──────── Input records
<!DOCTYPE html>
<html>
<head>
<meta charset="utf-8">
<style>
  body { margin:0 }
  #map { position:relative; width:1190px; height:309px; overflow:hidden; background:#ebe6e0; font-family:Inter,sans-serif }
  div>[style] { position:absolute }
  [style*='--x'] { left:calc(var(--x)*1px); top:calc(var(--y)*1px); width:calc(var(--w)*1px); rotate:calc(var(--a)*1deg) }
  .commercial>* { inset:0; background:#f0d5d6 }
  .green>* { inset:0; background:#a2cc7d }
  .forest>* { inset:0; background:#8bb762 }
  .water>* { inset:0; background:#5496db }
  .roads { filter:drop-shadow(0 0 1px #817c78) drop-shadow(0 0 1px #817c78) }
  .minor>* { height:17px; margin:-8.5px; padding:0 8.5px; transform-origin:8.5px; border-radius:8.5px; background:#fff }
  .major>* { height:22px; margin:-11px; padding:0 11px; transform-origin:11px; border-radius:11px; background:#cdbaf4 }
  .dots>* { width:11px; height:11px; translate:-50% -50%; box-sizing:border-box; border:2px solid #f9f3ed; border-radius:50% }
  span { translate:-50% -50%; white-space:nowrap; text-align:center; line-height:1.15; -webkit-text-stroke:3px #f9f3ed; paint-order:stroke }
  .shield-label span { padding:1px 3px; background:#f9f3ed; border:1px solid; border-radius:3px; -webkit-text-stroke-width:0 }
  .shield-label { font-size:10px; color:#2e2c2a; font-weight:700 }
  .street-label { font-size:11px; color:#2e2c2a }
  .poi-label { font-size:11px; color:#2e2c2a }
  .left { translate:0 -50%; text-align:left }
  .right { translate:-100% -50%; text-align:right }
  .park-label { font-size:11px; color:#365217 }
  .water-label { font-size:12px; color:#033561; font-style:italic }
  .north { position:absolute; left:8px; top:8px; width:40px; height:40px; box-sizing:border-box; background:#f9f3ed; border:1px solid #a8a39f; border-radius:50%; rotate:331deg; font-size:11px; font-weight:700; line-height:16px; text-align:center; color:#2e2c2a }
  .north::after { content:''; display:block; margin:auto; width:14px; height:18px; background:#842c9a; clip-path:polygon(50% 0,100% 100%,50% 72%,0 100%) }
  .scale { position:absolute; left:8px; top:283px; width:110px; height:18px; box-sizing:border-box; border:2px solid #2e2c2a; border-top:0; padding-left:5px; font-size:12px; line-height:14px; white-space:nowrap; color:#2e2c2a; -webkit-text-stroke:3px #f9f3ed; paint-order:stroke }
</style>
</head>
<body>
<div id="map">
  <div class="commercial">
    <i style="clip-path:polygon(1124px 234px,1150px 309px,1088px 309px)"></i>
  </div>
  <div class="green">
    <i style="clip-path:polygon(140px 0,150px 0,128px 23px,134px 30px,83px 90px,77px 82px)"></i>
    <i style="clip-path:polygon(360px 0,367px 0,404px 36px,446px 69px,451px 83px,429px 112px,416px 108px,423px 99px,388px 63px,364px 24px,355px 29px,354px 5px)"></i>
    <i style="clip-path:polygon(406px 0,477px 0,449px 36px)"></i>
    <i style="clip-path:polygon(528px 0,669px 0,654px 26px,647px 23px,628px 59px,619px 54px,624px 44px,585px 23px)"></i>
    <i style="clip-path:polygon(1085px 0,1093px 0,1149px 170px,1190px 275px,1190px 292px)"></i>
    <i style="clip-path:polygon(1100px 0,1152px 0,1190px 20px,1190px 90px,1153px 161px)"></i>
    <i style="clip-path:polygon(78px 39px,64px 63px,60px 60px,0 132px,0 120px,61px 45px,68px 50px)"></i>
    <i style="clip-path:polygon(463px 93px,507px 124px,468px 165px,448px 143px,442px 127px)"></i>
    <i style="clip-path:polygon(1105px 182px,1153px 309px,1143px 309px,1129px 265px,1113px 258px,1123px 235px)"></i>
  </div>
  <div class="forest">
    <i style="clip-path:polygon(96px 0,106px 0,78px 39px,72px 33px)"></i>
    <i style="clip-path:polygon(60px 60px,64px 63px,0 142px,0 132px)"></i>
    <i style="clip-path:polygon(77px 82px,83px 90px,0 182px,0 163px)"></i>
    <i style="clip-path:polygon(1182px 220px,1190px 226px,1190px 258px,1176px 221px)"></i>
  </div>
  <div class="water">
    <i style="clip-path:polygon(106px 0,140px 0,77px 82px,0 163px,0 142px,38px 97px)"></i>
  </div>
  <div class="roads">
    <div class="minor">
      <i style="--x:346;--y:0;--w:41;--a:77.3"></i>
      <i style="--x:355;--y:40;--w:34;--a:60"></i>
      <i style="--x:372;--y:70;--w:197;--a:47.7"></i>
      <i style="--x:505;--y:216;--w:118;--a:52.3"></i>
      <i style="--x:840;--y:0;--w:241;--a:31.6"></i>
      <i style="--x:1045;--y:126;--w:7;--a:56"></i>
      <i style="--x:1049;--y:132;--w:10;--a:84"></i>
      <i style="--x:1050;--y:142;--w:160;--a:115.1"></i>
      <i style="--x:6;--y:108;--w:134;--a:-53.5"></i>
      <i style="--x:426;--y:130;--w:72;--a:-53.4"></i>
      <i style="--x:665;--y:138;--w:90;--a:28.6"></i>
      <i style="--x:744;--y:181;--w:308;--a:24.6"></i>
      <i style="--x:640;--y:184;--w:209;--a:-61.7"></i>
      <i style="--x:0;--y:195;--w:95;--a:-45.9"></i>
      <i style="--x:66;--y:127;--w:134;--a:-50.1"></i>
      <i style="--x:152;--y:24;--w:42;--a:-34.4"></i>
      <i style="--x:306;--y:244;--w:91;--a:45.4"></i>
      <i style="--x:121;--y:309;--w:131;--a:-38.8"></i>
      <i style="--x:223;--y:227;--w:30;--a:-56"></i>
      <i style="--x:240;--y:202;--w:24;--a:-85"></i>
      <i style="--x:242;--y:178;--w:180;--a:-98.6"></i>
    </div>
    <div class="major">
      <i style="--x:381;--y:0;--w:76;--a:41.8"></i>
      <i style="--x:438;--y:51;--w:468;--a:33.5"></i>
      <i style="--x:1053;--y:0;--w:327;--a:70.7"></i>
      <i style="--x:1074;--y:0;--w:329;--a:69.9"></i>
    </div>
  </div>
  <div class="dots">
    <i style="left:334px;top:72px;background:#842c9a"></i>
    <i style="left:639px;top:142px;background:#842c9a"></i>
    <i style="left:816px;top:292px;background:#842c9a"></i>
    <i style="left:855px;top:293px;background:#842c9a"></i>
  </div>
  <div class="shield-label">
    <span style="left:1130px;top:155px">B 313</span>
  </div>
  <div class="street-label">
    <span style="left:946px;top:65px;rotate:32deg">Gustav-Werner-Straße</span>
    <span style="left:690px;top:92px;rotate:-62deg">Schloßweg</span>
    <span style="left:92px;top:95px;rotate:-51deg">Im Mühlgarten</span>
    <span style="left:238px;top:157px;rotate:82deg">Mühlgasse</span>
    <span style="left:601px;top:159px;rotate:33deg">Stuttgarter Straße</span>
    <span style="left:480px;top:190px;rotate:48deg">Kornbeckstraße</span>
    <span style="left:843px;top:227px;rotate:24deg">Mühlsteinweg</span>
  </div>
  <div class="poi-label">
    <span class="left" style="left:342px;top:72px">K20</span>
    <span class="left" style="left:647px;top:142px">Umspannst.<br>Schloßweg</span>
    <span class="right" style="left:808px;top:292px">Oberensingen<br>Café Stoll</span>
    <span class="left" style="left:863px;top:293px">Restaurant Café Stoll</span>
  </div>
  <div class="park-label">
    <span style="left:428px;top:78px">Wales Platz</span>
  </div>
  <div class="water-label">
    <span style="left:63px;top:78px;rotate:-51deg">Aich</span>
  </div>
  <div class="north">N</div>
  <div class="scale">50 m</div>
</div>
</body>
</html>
────────────────
──────── Input records
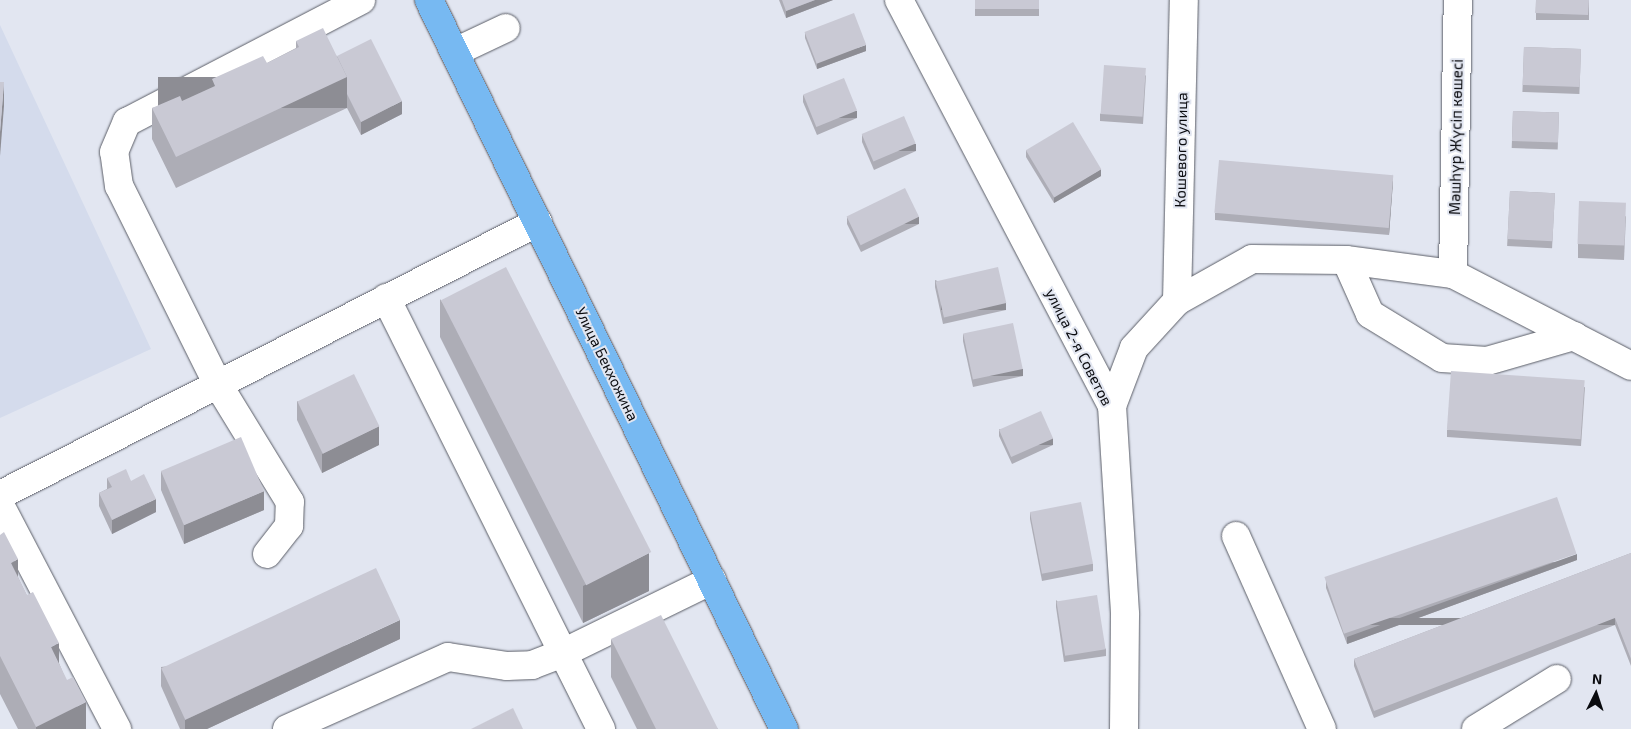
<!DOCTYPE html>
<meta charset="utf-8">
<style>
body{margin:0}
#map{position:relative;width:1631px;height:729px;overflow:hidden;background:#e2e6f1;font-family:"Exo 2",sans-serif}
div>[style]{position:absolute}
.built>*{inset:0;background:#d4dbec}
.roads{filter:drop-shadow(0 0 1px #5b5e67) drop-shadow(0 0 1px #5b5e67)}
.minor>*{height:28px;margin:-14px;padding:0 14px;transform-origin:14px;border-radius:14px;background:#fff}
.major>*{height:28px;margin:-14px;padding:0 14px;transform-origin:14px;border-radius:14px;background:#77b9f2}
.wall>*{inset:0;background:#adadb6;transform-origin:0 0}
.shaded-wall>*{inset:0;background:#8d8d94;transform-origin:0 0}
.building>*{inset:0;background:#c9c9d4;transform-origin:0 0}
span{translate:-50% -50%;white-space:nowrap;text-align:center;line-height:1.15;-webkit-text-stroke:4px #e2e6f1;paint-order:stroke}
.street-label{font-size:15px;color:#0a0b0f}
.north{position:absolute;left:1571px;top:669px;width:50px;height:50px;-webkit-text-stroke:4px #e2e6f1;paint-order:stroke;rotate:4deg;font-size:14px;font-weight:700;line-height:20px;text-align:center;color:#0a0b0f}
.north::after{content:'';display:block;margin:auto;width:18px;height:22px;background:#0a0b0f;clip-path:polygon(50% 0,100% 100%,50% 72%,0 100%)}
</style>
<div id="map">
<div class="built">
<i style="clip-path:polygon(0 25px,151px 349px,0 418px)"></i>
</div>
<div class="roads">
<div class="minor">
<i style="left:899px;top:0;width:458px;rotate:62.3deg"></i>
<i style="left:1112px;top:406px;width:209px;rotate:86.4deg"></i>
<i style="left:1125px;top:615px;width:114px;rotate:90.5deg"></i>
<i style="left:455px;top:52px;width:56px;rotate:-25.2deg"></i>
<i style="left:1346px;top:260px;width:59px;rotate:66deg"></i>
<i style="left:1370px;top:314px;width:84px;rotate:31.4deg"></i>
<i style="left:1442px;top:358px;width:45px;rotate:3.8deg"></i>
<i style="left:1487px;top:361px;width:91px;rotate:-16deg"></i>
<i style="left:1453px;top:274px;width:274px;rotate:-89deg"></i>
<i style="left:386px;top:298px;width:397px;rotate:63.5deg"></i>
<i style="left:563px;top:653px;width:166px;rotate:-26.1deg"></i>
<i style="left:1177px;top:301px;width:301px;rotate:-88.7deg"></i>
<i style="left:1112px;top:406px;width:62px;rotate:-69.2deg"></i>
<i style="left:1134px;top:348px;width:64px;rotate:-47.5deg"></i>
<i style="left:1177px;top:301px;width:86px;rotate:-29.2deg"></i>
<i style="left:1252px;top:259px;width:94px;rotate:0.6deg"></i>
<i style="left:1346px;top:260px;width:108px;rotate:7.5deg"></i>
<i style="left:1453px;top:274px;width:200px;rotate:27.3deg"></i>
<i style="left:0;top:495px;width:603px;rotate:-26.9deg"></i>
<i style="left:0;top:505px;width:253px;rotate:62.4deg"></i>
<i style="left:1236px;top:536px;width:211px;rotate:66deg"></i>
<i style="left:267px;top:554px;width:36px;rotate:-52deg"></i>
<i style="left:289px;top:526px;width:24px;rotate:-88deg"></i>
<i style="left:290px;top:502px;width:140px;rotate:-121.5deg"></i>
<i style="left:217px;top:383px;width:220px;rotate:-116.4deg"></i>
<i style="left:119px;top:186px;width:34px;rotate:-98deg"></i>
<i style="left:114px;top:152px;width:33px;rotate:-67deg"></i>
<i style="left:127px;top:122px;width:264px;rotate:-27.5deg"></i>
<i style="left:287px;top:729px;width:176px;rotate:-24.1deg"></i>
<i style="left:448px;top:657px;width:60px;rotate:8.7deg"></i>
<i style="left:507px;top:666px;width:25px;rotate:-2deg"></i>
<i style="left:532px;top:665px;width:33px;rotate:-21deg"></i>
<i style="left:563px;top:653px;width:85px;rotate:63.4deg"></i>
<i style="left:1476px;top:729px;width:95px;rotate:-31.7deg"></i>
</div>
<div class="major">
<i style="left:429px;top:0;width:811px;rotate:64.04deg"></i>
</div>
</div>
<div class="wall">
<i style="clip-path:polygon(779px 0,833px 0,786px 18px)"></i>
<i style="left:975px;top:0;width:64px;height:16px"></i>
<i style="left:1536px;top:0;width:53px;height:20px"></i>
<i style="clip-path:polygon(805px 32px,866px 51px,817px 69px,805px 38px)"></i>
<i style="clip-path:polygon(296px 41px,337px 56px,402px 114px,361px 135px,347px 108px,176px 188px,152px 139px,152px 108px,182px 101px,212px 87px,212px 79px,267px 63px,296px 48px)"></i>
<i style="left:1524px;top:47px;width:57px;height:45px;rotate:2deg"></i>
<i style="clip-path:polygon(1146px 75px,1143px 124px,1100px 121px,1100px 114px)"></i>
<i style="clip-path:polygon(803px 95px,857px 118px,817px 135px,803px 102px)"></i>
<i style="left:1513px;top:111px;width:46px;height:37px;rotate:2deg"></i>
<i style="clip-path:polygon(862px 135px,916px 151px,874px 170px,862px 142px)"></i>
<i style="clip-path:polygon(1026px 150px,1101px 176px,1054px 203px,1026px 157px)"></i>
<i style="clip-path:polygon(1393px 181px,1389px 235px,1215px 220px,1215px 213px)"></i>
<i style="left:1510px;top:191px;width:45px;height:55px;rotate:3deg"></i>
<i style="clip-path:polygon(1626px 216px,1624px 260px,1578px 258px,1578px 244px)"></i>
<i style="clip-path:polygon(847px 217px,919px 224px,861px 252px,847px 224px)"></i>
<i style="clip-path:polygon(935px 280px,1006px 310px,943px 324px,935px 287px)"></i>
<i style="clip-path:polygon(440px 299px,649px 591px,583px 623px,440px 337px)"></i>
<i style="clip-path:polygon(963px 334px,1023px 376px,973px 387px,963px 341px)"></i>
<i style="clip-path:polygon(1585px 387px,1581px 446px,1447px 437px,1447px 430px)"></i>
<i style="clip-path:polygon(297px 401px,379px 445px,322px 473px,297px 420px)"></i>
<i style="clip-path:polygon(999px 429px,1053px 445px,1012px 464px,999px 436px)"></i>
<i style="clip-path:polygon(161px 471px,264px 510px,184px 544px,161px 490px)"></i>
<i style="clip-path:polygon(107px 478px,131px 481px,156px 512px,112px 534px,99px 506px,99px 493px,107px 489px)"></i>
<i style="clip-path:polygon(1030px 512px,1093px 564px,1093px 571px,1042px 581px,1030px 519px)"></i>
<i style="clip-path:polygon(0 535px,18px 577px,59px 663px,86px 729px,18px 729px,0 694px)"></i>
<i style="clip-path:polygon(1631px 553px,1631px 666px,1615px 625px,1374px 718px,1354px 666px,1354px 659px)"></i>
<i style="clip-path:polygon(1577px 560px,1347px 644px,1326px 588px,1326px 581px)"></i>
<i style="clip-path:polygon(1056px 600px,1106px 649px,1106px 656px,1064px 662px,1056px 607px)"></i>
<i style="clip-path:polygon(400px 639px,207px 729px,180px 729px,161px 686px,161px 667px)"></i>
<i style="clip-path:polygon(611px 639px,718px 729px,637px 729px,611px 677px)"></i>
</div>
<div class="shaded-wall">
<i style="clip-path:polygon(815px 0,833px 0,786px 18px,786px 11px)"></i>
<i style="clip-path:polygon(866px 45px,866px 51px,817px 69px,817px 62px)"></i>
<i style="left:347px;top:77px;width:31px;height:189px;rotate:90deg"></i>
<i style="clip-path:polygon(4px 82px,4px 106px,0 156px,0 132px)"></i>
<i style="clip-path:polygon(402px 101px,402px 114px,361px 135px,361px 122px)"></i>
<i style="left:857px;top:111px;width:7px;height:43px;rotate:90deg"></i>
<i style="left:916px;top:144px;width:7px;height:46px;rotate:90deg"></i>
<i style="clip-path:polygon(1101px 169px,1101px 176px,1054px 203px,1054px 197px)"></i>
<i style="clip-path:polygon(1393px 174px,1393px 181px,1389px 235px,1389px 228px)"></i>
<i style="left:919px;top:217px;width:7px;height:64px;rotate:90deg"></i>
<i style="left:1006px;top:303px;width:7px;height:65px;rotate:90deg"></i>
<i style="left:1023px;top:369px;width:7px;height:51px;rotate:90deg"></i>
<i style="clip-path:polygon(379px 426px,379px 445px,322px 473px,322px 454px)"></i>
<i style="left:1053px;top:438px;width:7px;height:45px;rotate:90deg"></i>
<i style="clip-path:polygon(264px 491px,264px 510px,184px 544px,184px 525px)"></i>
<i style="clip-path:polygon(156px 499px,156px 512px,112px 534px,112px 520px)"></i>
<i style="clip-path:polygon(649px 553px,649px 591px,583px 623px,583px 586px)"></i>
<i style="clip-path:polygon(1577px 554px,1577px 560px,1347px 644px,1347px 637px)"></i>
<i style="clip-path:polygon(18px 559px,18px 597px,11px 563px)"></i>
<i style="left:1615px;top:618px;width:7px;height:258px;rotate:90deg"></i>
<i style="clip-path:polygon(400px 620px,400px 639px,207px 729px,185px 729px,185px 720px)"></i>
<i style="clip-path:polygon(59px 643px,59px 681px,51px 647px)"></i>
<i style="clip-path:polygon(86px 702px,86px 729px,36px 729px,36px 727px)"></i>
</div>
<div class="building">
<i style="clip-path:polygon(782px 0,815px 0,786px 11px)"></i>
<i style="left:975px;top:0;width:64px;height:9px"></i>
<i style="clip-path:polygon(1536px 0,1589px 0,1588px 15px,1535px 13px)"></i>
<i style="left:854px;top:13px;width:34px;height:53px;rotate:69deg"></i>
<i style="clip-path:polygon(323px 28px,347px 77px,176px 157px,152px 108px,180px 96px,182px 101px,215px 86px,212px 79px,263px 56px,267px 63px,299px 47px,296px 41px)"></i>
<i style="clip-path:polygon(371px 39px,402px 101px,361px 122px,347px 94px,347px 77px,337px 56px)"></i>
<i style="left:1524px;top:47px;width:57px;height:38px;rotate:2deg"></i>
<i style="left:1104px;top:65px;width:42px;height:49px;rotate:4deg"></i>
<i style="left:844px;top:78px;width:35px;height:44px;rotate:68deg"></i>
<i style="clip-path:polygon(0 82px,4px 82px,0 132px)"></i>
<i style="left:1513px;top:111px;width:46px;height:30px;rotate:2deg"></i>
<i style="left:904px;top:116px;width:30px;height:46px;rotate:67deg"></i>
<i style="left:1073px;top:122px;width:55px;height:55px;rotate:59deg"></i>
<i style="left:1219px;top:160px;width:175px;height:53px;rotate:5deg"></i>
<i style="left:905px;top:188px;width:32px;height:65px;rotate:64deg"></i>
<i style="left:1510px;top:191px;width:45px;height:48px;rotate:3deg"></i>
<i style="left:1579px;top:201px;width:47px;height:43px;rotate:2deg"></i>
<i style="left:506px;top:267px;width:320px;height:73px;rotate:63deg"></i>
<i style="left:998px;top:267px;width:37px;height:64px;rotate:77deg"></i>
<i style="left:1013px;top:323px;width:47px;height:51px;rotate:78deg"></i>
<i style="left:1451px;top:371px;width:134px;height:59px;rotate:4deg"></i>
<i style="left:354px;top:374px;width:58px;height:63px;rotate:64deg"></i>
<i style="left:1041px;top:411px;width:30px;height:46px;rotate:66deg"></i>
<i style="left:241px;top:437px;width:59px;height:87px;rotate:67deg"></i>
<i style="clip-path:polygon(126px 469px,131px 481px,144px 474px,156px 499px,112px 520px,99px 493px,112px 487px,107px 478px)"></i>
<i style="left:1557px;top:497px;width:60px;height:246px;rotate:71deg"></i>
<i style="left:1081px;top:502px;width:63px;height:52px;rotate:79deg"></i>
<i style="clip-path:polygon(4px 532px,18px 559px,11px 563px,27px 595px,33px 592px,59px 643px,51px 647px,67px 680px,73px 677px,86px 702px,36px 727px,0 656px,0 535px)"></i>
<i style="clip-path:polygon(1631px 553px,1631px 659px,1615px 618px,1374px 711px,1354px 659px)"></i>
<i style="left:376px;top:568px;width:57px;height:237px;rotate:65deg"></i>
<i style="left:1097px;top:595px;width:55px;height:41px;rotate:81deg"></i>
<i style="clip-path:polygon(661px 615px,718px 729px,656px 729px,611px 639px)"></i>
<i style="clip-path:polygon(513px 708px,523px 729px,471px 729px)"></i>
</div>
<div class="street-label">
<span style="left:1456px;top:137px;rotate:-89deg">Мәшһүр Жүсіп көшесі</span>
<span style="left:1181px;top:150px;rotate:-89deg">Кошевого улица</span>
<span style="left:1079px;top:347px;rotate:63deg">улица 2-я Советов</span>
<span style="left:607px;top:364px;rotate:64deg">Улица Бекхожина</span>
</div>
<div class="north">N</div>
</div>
────────────────
Your objective: Only the lines containing "shadow" are needed; copy each of them from the data.

Response box:
  .roads { filter:drop-shadow(0 0 1px #817c78) drop-shadow(0 0 1px #817c78) }
.roads{filter:drop-shadow(0 0 1px #5b5e67) drop-shadow(0 0 1px #5b5e67)}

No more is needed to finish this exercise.